Look at every line below and count those containing "Wood". Answer with the number only.

- Opening Delimiter -

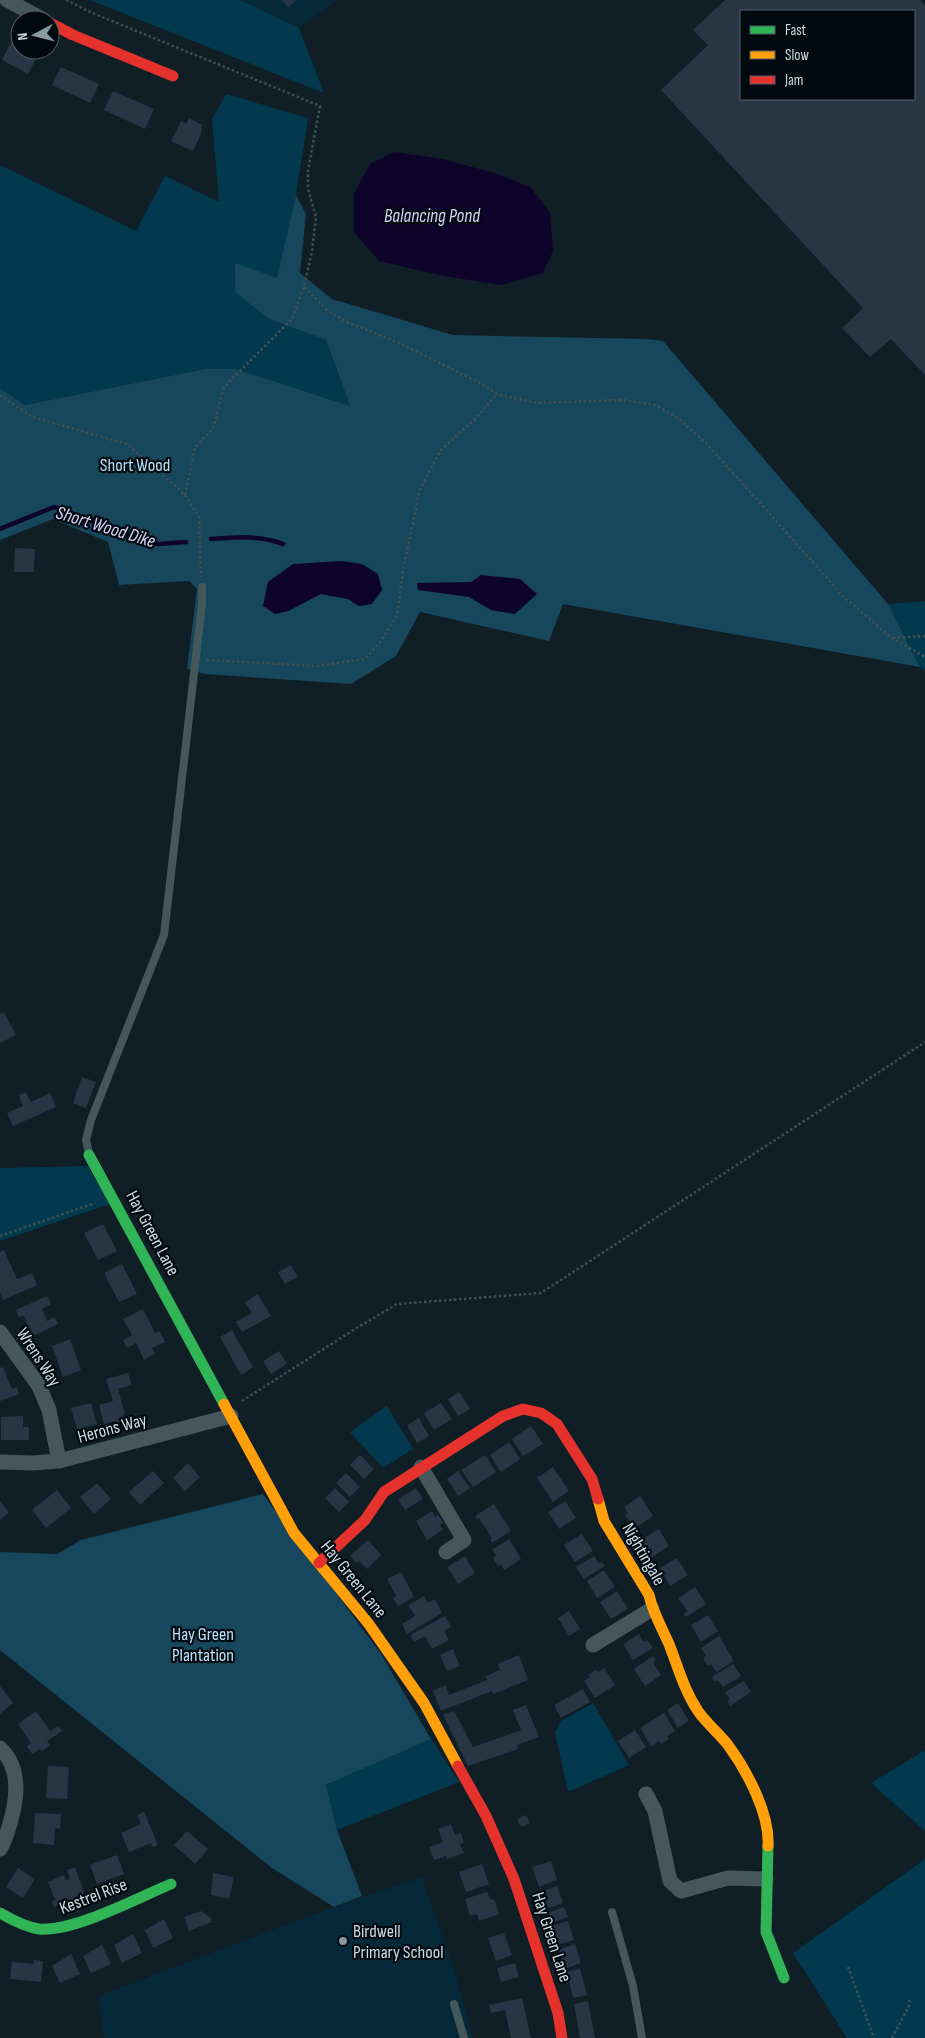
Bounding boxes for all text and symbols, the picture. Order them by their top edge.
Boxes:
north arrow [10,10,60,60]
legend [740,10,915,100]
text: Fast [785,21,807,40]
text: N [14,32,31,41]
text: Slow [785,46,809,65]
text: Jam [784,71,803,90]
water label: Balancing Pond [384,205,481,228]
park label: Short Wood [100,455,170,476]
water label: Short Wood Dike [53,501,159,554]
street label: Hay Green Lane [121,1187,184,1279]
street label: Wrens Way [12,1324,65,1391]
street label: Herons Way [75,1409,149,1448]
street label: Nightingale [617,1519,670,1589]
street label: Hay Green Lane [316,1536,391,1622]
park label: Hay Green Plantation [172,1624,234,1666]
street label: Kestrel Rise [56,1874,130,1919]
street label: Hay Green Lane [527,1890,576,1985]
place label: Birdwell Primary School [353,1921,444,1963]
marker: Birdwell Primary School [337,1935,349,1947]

- Closing Delimiter -

**Expected answer**
2